WHAT YOU ARE ASKED TO DO: Go over these records and count the lines with the string "Santa" in them; the count is all that should be returned.

DATA EXTRACT:
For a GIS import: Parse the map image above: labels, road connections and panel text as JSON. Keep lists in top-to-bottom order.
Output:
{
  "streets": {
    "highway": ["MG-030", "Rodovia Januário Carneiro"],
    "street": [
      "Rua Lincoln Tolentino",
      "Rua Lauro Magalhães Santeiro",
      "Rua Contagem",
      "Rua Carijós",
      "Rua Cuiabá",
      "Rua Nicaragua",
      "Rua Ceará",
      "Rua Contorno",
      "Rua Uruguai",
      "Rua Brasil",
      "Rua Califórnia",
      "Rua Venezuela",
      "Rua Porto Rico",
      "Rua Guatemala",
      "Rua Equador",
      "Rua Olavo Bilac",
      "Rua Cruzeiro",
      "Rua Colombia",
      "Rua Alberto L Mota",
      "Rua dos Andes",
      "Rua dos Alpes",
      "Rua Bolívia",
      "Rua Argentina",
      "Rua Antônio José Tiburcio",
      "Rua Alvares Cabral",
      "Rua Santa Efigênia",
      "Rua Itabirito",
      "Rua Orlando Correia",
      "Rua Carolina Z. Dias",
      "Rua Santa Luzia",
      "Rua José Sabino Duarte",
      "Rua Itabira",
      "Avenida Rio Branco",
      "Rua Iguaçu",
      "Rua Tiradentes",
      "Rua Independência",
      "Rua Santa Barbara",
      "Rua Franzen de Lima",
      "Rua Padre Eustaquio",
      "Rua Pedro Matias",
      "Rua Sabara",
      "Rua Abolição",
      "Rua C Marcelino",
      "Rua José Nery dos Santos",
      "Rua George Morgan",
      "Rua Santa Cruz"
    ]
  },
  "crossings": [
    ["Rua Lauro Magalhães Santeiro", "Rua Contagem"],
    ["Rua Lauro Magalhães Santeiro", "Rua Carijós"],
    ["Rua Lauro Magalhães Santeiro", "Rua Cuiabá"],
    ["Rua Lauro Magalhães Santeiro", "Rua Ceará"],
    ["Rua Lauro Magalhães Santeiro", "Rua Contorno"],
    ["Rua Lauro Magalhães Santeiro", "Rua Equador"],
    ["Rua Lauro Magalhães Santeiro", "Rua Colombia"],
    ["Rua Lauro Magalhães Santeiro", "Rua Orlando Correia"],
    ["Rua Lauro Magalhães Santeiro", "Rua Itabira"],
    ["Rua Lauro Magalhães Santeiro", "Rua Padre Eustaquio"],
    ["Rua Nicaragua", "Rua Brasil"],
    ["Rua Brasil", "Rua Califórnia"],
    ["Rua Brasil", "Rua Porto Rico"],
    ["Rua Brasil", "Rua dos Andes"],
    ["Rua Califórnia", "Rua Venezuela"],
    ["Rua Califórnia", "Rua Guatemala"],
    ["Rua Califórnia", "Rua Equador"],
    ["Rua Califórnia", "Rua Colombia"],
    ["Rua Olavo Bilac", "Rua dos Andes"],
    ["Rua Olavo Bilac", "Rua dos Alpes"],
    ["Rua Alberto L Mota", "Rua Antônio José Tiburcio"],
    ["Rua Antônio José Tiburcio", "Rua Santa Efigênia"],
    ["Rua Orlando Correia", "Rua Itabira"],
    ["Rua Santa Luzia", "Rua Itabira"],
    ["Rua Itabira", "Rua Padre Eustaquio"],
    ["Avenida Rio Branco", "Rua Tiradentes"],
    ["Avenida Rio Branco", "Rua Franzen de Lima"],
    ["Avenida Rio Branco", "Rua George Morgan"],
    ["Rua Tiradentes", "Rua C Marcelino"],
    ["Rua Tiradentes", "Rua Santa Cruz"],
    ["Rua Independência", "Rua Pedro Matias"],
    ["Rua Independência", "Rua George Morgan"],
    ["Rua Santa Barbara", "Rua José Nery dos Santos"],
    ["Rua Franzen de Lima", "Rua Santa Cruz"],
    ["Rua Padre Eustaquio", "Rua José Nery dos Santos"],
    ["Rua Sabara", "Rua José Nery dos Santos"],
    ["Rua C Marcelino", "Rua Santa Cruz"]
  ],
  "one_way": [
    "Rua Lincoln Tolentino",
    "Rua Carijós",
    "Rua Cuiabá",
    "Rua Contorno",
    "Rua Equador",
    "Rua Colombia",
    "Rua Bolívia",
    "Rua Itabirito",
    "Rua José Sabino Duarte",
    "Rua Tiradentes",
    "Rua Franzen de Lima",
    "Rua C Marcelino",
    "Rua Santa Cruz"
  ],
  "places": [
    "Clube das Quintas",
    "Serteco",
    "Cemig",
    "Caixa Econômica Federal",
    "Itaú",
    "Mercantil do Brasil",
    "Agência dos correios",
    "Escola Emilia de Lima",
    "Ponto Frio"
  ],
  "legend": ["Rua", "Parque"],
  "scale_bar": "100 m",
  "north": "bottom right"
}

SOLUTION TO THIS PROBLEM: 11